-Reviewed by Charlotte Barnes–
If my reading career has taught me anything, it is that for a book to survive in the current publishing climate, it needs to bring something extraordinary and unique to the reading audience. Jason Rolfe’s bold and experimental novella, Synthetic Saints, certainly caters to this industry requirement. The futuristic text catapults you into a somewhat terrifying version of our future both as a planet and a civilisation in which humans are accompanied by their synthetics, a term used to describe a simulated human, if you will.

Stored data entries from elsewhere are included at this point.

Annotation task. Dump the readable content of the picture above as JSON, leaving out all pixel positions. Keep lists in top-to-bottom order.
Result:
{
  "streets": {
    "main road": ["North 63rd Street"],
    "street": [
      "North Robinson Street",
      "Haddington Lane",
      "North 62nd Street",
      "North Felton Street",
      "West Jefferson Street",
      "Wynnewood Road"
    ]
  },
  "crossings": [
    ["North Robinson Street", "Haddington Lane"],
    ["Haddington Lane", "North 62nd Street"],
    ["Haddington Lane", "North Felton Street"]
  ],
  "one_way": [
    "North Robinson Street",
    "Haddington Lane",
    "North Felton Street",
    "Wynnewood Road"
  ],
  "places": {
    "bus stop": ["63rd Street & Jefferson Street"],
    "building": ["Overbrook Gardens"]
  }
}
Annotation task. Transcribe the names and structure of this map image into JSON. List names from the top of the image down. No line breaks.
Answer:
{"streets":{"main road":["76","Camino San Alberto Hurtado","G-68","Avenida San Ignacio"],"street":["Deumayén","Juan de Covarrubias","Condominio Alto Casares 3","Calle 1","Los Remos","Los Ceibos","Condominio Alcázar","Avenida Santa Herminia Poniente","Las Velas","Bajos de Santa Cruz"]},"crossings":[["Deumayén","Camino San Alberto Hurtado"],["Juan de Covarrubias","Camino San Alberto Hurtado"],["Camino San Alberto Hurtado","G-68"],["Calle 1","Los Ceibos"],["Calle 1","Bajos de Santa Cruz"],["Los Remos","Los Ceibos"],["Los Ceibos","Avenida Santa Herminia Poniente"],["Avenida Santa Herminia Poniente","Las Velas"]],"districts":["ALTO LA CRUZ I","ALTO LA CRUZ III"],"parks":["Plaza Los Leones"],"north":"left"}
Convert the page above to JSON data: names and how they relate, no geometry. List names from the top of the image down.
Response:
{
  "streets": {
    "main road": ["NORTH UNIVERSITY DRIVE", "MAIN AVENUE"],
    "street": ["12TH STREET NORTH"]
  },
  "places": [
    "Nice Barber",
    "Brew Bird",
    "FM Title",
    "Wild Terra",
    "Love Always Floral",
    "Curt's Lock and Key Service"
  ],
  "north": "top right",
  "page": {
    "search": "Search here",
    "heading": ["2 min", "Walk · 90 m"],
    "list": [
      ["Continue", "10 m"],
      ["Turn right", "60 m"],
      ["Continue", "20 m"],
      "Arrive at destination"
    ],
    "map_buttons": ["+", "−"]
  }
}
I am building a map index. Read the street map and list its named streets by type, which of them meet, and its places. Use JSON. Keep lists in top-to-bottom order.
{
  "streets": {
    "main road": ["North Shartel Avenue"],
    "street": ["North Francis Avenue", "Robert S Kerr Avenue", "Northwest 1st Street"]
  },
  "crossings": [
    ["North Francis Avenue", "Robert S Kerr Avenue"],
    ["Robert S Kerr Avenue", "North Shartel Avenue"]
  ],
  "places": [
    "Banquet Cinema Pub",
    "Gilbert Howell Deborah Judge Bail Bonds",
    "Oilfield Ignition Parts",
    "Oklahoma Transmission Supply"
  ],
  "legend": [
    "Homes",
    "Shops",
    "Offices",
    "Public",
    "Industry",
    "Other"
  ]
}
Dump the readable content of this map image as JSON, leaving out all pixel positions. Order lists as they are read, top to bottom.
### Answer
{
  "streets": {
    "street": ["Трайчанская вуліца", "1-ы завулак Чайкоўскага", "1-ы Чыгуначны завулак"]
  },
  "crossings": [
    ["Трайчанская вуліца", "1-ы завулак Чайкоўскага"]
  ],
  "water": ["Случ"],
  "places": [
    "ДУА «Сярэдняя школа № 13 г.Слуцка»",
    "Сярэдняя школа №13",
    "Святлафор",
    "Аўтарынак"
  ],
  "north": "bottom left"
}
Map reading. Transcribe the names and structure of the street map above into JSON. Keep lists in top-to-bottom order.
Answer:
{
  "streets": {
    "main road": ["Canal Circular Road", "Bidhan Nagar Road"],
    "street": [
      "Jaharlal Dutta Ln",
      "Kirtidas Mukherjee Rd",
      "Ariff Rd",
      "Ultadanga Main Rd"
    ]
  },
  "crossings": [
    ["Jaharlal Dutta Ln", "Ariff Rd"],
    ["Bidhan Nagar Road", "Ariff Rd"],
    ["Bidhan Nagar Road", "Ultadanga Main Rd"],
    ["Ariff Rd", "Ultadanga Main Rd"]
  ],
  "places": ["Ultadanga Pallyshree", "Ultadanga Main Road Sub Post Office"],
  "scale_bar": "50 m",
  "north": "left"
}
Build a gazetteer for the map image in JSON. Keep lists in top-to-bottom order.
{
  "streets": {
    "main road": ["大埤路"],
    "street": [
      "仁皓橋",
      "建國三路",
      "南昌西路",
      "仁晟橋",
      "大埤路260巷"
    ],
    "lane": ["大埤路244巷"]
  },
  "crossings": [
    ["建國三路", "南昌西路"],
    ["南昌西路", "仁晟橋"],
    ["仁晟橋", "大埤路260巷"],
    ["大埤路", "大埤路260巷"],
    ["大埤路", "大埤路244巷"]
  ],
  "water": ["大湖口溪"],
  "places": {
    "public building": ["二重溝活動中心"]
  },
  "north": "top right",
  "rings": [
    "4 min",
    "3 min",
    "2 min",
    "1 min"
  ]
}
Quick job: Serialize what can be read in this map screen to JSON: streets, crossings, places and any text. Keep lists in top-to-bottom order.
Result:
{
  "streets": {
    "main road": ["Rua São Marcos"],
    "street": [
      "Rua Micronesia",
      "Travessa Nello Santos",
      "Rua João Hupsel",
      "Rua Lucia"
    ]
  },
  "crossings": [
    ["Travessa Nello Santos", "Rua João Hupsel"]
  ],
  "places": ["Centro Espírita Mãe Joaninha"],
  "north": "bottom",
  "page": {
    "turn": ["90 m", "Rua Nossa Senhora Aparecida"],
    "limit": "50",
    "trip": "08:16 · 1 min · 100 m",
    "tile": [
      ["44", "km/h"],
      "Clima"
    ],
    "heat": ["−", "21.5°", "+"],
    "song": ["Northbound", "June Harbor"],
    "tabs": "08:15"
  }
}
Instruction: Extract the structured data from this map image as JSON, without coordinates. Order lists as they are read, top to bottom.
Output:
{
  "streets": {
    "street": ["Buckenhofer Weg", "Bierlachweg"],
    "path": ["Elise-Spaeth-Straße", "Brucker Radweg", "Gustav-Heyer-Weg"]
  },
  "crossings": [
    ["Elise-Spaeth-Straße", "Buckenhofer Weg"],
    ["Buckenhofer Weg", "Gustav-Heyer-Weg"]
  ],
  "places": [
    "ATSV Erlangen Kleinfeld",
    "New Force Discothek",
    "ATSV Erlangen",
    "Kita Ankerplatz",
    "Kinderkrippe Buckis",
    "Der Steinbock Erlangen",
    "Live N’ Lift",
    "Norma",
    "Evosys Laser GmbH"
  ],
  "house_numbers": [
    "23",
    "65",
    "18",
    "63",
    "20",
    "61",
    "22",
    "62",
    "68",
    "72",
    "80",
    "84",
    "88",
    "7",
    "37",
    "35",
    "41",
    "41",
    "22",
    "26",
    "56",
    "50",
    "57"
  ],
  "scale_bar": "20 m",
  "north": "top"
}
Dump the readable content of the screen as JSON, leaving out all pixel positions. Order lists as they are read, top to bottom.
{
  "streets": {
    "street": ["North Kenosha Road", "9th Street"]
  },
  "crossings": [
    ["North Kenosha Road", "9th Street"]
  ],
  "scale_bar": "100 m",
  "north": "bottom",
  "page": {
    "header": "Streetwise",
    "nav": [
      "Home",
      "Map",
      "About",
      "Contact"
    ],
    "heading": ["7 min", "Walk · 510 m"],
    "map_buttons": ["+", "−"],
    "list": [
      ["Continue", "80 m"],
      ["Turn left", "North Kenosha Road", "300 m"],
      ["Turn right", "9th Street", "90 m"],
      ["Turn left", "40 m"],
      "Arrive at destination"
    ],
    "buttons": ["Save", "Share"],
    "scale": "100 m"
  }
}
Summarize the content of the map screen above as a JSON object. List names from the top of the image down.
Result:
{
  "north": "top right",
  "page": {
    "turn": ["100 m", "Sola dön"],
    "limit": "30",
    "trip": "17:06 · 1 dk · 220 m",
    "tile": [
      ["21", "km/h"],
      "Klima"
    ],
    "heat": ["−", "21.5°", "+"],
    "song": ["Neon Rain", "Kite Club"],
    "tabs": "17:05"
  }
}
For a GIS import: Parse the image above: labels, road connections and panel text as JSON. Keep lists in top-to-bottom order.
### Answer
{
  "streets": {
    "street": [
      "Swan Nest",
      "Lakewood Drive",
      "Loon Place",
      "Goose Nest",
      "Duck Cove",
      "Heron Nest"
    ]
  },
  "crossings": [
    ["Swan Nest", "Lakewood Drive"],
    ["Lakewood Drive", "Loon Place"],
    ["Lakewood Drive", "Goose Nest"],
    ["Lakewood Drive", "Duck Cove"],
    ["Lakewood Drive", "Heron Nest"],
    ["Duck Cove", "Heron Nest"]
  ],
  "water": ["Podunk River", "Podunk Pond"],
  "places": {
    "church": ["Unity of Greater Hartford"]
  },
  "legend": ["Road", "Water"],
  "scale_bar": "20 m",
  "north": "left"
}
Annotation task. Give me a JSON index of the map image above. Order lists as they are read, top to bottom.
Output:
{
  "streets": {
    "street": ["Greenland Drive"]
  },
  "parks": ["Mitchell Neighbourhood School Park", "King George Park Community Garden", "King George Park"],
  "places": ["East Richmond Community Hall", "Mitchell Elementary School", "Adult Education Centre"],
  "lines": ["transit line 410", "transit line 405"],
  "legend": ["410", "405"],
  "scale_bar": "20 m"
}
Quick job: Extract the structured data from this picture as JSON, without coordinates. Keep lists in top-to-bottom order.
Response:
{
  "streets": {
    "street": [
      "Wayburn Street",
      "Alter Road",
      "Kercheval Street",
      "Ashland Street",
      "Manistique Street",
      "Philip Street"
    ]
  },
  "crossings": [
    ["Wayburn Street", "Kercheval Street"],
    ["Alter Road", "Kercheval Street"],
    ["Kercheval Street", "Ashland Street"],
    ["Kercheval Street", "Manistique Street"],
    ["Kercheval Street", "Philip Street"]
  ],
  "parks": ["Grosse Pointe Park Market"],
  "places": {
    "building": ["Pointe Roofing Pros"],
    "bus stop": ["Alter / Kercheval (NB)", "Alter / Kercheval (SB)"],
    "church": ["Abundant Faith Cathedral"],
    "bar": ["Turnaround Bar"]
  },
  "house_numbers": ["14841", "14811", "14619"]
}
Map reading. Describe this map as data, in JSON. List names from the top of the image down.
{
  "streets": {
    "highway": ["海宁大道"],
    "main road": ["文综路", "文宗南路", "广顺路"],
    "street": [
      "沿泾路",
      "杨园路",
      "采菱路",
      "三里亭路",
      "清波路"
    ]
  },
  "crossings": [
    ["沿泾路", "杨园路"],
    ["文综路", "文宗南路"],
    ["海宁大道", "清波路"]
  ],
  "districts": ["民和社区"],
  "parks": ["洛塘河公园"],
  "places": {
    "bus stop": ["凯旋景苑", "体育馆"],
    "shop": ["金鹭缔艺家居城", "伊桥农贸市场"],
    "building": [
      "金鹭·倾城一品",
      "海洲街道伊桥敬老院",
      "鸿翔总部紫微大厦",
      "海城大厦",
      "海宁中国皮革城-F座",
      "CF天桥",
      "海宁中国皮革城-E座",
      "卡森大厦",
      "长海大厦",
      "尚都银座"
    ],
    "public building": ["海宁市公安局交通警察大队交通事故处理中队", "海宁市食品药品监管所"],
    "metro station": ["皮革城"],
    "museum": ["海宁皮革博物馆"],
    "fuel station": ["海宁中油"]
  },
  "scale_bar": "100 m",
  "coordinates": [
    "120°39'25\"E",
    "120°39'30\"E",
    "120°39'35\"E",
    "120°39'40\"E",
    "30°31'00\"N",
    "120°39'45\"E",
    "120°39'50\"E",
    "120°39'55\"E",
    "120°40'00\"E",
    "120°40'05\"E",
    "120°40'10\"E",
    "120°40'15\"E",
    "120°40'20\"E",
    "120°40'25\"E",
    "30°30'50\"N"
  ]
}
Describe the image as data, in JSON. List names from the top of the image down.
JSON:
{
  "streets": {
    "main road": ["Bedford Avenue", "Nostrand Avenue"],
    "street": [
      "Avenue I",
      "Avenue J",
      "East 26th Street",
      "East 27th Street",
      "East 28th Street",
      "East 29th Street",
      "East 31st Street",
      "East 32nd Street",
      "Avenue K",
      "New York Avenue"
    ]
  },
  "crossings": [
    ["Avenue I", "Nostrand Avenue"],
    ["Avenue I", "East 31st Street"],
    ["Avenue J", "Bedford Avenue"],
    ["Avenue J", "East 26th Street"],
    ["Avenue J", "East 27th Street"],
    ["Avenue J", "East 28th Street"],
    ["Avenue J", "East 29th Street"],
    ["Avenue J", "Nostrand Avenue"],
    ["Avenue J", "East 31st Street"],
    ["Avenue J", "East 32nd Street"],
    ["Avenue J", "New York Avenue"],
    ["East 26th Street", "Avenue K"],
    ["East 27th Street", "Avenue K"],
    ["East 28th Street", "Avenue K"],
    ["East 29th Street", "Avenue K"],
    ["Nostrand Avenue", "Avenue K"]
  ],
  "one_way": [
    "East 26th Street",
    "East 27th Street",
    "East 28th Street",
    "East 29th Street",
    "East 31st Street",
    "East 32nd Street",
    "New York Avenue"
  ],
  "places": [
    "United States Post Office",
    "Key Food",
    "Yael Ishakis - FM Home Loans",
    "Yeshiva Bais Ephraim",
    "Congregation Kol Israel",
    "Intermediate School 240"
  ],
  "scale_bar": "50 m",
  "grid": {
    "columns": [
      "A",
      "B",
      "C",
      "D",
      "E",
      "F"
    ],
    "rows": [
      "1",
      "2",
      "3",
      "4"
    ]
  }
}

The short text follows the journey of protagonist Alex Hargreaves, who is a security specialist for the ISA. After losing communication with a Deep Space Observatory, Alex and his synthetic partner Persephone are sent to investigate what happened to the data analyst, Amanda Hayes, that was in charge of this particular station. We are informed before the novella begins that each data analyst within this kind of position runs their respective observatories alone and that they work on a six-month rotation period. Naturally, the feelings of isolation and depression are over-whelming in such a unique situation thus, Alex makes no secret of the fact that accidental death and suicide are common amongst those who adopt the role. With this startling reality in mind, Alex and Persephone are on a journey to identify which of the above options has occurred this time.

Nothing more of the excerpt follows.